Researchers have developed a vaccine that destroys even advanced prostate tumors without any side effects.  The vaccine has only been shown to work in mice, but the researchers from the Mayo Clinic in Rochester Minnesota and at the University of Leeds in England hope that the treatment can someday work in humans.

The researchers created a vaccine that tricks the immune system to think existing tumors are antigens by using DNA from healthy prostate cells, thus triggering its antibodies to destroy the tumors.  Eighty percent of prostate cancer cells were destroyed without harming healthy tissue in mice.
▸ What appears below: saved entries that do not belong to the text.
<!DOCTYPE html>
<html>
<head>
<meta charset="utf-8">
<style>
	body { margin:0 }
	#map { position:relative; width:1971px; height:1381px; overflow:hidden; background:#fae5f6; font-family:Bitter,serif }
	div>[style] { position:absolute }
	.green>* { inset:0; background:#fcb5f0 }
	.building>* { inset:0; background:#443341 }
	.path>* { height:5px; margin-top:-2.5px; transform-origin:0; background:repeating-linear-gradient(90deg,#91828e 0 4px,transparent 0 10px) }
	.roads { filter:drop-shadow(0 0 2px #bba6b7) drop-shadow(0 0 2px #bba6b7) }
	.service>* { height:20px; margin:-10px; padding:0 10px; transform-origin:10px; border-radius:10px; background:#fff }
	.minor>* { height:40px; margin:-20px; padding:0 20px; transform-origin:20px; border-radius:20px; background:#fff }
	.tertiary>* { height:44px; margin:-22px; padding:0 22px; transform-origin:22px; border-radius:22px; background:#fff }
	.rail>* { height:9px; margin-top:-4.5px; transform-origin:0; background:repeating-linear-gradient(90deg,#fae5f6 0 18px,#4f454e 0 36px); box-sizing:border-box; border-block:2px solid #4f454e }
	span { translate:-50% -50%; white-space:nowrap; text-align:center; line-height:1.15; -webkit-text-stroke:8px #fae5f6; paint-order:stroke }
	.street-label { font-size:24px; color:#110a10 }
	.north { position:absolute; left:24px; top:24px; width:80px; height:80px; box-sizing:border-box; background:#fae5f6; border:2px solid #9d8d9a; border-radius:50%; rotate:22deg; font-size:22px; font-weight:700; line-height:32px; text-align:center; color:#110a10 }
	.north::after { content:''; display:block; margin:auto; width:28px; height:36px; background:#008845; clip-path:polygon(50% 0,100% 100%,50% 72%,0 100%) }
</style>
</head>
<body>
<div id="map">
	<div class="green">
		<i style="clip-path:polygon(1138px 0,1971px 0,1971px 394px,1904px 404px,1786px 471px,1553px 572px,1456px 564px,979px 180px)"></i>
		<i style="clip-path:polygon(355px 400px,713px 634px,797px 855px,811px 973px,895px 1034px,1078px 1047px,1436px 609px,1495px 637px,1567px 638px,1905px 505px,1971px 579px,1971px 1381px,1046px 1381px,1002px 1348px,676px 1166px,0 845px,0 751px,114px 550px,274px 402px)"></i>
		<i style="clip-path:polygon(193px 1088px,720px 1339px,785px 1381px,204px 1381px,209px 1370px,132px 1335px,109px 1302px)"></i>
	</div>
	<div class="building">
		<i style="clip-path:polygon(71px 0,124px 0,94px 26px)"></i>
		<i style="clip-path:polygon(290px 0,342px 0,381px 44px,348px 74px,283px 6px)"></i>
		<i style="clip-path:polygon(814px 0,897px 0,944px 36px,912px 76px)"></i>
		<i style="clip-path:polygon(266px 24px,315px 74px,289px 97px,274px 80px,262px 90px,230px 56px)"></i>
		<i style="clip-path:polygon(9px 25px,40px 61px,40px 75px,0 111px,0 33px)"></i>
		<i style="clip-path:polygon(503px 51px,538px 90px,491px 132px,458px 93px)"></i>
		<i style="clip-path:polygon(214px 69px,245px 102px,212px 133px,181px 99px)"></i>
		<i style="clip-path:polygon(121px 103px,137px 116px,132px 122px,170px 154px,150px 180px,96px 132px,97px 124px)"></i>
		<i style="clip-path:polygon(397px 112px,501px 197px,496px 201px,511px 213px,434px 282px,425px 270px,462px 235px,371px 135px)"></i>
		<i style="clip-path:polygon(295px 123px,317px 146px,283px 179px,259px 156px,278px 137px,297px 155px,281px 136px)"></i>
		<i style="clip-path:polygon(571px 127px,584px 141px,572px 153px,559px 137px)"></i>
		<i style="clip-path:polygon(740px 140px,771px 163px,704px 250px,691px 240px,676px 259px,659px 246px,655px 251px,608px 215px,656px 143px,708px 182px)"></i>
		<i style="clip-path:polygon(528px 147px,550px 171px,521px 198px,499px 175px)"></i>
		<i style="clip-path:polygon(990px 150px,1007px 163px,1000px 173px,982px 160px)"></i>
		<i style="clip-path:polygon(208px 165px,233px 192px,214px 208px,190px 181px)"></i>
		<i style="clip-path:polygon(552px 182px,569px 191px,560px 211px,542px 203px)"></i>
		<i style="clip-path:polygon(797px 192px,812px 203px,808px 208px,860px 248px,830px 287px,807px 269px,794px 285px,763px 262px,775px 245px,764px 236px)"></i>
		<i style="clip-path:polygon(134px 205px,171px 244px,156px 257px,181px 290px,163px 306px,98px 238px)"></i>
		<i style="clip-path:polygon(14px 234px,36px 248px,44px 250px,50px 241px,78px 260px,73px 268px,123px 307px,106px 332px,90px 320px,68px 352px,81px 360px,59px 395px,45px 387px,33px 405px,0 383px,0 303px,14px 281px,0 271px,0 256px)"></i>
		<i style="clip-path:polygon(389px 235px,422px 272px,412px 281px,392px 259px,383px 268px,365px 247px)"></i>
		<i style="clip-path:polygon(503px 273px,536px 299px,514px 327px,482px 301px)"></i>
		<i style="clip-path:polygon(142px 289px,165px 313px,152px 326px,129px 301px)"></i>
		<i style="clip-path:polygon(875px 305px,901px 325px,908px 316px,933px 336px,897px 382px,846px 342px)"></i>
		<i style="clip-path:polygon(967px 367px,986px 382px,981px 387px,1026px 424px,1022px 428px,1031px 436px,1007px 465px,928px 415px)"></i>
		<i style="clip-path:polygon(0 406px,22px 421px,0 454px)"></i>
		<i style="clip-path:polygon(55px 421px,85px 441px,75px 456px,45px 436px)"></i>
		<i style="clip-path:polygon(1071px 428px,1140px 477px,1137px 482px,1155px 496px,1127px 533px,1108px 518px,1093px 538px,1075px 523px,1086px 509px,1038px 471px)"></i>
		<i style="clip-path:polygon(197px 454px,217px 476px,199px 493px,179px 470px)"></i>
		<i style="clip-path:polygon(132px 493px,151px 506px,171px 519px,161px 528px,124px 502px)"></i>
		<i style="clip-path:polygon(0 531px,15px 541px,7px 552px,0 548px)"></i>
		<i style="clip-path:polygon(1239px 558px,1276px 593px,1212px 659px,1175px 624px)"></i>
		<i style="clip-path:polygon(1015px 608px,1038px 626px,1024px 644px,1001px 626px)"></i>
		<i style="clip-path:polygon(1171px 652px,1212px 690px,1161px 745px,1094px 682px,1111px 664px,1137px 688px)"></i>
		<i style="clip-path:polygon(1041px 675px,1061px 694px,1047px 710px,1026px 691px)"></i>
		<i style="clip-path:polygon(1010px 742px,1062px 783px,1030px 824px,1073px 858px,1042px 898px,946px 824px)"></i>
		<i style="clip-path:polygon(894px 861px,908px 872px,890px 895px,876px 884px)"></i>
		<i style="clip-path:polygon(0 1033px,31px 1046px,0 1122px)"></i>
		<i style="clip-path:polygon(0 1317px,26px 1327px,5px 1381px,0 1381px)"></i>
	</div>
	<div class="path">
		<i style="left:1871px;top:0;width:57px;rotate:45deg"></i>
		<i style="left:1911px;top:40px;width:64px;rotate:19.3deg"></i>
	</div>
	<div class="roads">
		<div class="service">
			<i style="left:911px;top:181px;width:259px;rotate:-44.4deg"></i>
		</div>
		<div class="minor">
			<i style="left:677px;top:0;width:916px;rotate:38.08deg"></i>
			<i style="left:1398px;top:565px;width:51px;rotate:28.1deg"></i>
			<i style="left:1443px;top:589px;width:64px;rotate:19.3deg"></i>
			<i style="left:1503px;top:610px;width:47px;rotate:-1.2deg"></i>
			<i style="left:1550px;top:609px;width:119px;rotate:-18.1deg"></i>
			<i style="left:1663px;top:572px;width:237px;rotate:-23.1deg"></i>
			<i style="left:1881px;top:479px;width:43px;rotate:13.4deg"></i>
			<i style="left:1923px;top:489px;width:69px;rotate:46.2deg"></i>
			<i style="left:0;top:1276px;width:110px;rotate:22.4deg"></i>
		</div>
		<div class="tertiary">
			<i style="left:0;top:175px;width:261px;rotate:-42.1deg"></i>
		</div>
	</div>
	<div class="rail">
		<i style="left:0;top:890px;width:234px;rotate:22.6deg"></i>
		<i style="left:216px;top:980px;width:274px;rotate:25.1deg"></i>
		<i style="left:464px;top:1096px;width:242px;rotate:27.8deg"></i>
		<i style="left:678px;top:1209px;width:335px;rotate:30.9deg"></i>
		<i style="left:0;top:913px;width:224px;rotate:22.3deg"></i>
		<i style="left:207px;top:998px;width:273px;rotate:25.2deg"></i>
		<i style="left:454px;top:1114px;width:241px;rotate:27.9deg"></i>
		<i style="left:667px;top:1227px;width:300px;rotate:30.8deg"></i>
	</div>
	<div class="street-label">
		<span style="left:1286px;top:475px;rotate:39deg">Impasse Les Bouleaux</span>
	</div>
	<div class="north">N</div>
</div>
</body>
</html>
The findings were published in the peer-reviewed journal Nature Medicine.  The study’s author Richard Vile, Ph.D., professor of immunology at the Mayo Clinic said that it might take three to five years for their to be a human version of the vaccine.  More research is needed to clear some FDA hurdles.

Prostate cancer is one of the deadliest cancers.  It strikes about 220,000 men each year and kills about 32,000.  Existing conventional treatments include surgery, radiation therapy, and hormone therapy, which can damage surrounding prostate tissue.  For this reason, the researchers were pleased that the vaccine did not destroy healthy tissue in mice.

The researchers are, however, cautioning men to not get their hopes up.  Dr. Kate Holmes, research manager at England’s Prostate Cancer charity, said that even though they are hopeful that the results of this study could help to form the basis of a new cancer vaccine in the future, researchers have only studied this possibility in mice.